An artistic representation of the exoplanet K2-18b. (Alex Boersma/)

If you could pack a hot air balloon onto an interstellar spaceship and travel 110 light years to a certain planet orbiting a dim star in the constellation Leo, you’d have an experience not entirely unlike ballooning on Earth. The temperature, pressure, and moist air could feel quite pleasant, though you’d need an oxygen mask—and possibly an umbrella.

“It could happen that you get rained upon,” says Björn Benneke, an exoplanet researcher at the University of Montreal.

Telescopes hunting for flickering, wobbling stars have located more than 4,000 potential exoplanets in recent decades, some of which orbit in the not-too-cold, not-too-hot zone around their host star where water would have a shot at staying liquid. Others have even been found to harbor actual molecules of H2O. The exoplanet K2-18b, however, is the first to check both boxes, according to two studies published this week. Unfortunately, a few other decidedly unearth-like characteristics make K2018b an improbable home for life as we know it. But the discovery represents an important step toward finding planets we might actually consider hospitable.
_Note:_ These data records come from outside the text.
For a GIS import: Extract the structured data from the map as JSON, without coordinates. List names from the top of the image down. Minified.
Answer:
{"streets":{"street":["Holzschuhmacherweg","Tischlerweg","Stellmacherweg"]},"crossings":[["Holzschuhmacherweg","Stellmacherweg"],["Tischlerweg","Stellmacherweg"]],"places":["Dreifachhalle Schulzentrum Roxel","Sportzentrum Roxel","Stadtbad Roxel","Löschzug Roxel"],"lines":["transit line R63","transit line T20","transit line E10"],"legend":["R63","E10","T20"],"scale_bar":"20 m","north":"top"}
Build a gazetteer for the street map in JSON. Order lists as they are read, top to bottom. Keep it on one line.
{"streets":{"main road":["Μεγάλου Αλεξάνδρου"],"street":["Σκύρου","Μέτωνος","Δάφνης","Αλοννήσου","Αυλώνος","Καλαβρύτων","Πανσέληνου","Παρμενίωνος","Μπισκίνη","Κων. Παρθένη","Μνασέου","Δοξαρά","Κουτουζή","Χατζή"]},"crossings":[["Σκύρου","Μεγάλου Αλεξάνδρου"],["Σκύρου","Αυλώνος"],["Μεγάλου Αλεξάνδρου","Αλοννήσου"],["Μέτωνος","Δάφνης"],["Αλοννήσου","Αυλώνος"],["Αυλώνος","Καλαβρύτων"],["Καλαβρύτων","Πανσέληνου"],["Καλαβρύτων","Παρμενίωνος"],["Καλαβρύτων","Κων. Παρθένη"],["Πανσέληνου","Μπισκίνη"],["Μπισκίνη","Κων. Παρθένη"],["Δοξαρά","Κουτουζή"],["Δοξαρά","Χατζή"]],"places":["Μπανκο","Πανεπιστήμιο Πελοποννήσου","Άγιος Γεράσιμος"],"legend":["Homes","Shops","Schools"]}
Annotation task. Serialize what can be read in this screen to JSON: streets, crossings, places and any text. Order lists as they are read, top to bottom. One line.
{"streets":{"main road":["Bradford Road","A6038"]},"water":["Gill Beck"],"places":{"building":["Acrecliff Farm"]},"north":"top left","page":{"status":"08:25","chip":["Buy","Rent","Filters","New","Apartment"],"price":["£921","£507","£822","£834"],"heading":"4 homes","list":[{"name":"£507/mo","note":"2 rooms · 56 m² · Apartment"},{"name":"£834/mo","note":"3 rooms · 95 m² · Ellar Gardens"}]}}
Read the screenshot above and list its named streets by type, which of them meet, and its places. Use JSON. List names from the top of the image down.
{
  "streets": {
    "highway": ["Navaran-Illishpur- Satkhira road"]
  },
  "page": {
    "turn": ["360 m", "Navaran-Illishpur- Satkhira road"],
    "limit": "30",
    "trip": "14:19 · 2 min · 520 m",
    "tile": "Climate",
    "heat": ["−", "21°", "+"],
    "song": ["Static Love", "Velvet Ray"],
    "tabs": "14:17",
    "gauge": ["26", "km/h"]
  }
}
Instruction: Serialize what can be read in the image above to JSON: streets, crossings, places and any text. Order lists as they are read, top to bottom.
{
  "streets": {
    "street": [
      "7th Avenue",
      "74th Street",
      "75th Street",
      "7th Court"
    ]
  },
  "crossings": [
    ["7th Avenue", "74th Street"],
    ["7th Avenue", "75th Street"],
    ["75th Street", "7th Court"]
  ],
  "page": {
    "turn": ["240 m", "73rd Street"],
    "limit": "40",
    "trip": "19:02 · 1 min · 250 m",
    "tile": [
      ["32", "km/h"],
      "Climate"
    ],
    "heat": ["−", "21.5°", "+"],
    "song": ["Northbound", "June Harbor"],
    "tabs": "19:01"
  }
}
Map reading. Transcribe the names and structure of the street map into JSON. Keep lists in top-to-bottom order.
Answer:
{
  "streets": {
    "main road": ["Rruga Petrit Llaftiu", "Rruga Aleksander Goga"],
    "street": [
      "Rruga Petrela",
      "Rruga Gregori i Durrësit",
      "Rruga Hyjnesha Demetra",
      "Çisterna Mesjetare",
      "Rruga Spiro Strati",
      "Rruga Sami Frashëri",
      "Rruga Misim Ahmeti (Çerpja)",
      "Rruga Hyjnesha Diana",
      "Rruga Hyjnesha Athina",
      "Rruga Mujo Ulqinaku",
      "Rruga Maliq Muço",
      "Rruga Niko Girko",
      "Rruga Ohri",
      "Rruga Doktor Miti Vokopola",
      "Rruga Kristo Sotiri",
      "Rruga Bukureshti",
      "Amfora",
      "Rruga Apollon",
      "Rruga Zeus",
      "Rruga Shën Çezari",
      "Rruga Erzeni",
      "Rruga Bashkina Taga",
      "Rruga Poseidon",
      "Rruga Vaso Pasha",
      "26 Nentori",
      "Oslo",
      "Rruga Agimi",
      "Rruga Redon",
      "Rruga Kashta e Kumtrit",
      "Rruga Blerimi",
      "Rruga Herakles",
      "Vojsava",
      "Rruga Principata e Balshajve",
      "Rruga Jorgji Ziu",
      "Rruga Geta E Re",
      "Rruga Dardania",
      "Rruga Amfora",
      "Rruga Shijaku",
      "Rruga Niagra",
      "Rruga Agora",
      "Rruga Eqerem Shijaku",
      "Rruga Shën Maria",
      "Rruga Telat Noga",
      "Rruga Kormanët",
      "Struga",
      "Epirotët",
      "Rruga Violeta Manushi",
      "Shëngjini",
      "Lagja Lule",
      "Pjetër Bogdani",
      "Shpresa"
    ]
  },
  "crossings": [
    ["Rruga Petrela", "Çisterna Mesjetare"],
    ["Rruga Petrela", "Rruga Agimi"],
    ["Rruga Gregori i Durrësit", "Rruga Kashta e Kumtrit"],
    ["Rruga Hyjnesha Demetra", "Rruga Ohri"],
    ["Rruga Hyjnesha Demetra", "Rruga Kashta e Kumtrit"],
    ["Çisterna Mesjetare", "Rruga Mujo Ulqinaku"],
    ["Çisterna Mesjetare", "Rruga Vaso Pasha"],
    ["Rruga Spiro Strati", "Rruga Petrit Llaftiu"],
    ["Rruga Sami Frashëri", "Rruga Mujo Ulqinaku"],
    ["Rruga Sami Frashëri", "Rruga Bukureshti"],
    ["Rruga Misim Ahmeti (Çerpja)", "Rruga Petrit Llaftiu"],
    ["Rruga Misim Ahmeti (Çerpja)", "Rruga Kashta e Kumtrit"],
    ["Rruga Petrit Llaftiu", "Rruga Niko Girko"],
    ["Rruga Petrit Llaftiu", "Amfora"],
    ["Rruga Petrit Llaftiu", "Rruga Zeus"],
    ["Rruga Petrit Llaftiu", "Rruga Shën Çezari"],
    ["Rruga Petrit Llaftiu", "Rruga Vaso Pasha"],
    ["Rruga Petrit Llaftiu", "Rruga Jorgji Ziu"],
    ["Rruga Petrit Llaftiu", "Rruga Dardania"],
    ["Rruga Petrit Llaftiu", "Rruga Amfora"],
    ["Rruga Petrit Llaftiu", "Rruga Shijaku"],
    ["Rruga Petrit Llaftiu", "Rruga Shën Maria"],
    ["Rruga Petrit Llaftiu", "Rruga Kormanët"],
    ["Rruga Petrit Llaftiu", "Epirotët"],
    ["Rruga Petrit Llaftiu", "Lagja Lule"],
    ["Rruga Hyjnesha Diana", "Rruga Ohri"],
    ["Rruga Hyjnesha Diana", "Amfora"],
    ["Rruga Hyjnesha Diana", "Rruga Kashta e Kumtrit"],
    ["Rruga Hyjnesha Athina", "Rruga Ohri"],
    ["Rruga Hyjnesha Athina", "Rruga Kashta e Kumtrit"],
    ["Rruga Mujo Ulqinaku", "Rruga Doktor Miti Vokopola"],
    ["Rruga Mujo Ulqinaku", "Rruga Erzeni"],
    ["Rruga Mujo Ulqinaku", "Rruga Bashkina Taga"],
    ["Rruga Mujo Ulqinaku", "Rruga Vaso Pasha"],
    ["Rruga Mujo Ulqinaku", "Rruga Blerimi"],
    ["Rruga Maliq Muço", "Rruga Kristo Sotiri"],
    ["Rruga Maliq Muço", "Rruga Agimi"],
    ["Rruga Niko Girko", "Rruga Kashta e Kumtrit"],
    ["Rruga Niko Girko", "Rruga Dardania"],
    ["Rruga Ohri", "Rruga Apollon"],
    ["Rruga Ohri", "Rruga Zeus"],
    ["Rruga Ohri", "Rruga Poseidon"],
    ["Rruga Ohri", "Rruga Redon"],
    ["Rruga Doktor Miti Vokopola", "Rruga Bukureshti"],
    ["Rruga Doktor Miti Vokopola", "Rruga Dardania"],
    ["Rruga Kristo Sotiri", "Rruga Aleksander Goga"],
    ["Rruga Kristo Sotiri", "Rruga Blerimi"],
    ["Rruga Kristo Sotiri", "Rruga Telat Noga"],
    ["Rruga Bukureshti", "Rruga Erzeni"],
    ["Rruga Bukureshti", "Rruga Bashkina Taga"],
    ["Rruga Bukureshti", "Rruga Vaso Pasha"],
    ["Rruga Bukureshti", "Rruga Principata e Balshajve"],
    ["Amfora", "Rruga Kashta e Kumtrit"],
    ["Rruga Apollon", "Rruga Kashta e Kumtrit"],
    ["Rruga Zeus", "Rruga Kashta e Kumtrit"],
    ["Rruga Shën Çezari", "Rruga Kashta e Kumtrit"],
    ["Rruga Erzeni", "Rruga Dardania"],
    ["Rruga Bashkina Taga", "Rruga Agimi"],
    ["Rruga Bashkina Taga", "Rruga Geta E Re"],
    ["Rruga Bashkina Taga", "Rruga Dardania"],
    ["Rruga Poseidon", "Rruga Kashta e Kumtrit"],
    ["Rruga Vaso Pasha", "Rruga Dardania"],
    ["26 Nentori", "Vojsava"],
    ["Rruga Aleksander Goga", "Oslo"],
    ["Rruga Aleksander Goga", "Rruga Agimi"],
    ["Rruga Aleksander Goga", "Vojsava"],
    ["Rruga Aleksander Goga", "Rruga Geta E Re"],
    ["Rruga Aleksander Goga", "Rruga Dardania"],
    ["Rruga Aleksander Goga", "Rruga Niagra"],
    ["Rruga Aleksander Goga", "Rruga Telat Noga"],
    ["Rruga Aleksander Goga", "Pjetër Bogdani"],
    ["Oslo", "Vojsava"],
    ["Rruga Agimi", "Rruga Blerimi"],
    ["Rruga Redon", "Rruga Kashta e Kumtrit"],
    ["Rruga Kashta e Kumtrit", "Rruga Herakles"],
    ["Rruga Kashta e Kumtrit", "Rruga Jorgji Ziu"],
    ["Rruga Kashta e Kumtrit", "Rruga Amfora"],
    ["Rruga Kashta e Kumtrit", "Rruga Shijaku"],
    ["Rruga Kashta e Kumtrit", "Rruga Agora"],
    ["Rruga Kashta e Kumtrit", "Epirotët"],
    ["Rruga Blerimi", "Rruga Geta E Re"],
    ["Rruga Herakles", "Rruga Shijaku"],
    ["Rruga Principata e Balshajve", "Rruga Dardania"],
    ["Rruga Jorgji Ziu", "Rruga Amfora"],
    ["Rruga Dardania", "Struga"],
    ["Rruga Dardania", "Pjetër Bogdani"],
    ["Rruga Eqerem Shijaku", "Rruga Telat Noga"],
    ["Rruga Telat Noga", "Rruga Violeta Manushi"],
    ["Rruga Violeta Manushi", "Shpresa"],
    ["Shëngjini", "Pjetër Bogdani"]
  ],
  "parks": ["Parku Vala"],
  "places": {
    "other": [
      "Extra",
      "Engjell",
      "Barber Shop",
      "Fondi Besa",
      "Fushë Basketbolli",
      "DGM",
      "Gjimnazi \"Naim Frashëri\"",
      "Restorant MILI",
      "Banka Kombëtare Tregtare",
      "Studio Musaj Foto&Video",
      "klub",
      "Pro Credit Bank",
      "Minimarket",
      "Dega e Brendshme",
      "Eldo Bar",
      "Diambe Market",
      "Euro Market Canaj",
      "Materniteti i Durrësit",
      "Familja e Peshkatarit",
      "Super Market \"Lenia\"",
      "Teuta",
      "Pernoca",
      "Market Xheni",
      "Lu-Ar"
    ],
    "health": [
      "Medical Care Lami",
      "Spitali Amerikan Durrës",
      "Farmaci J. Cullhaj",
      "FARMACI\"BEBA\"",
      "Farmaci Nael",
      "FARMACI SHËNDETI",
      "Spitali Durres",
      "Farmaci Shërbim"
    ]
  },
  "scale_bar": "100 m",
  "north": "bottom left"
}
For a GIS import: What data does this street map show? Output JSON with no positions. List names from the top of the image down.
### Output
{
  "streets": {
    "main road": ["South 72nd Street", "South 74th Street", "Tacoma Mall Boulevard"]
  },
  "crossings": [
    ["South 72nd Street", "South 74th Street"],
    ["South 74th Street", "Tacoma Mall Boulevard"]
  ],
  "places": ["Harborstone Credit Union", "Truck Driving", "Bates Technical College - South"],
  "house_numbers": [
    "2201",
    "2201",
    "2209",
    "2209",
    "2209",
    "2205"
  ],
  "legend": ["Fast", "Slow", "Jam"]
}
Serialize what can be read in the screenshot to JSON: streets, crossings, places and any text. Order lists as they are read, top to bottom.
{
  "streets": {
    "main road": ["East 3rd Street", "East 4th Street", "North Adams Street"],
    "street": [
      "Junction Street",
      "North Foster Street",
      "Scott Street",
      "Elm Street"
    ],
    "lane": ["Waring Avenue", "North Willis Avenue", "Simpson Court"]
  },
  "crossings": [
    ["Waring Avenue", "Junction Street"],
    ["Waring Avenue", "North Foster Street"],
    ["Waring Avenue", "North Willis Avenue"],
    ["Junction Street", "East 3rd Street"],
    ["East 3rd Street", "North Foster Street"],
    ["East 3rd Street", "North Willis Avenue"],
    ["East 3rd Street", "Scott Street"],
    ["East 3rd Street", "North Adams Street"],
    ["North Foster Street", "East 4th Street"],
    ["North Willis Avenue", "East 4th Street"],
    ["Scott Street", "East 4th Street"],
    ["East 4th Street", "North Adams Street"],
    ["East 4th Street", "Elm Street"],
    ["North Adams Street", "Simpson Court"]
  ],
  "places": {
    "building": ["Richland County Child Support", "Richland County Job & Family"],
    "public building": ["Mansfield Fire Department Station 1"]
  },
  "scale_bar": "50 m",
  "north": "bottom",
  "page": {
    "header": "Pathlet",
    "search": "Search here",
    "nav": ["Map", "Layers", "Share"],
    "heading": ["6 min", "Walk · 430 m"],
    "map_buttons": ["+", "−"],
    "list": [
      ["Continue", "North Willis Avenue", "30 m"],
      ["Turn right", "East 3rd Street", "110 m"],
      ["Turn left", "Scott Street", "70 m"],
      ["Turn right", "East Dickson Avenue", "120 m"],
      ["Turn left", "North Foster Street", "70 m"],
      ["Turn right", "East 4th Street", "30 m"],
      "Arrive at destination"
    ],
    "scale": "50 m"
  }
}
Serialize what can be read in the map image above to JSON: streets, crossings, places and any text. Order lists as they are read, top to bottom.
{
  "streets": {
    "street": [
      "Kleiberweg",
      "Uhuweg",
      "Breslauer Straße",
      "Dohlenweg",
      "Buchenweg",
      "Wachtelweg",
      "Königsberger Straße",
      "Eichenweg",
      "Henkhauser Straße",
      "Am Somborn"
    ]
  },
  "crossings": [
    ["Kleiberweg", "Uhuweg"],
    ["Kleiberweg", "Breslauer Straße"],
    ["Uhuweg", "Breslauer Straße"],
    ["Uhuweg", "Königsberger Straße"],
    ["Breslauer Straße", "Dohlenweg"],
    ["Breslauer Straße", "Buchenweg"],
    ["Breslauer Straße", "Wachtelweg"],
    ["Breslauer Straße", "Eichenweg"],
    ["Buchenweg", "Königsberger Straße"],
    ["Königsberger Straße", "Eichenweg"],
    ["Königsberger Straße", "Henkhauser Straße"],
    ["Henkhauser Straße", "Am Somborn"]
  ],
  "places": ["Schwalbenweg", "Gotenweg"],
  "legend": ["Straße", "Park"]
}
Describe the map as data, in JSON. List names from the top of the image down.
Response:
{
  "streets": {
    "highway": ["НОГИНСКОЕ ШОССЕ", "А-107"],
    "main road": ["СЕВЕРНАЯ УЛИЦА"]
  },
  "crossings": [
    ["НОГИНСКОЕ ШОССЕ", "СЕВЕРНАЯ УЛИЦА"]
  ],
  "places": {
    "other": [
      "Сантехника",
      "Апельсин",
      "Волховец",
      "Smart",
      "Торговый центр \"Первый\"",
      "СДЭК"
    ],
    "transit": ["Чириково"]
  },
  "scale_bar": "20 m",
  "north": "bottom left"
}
“It’s the closest we have come to detecting some kind of environment similar to the Earth,” says Benneke, who leads one of the two teams studying the planet.

Everything scientists know about this alien world comes from the way it interacts with its star. The Kepler mission first spotted the star’s dimming in 2015, and follow-up observations with the Spitzer space telescope confirmed presence of a planet twice as large as Earth in 2017. A different instrument then weighed the planet by measuring the star’s wobble, finding it to be about eight times heavier than Earth. Another three years of observations with the Hubble Space Telescope managed to capture eight more flickers of light, leading to this week’s descriptions of the planet’s atmosphere.

The key to studying the atmosphere of a planet you can’t really see is to measure how big it looks using different kinds of light. A purely rocky planet with no atmosphere would perfectly block all colors, while each type of molecule in an atmosphere blocks only particular wavelengths. The atmosphere looks opaque in that variety of light, and the planet looks bigger against the background star. K2-18b, for instance, swells when viewed in the type of light blocked by water.

“This is basically direct evidence that there is water vapor in the atmosphere,” says Benneke, whose research was published online this week, but has not yet been peer reviewed.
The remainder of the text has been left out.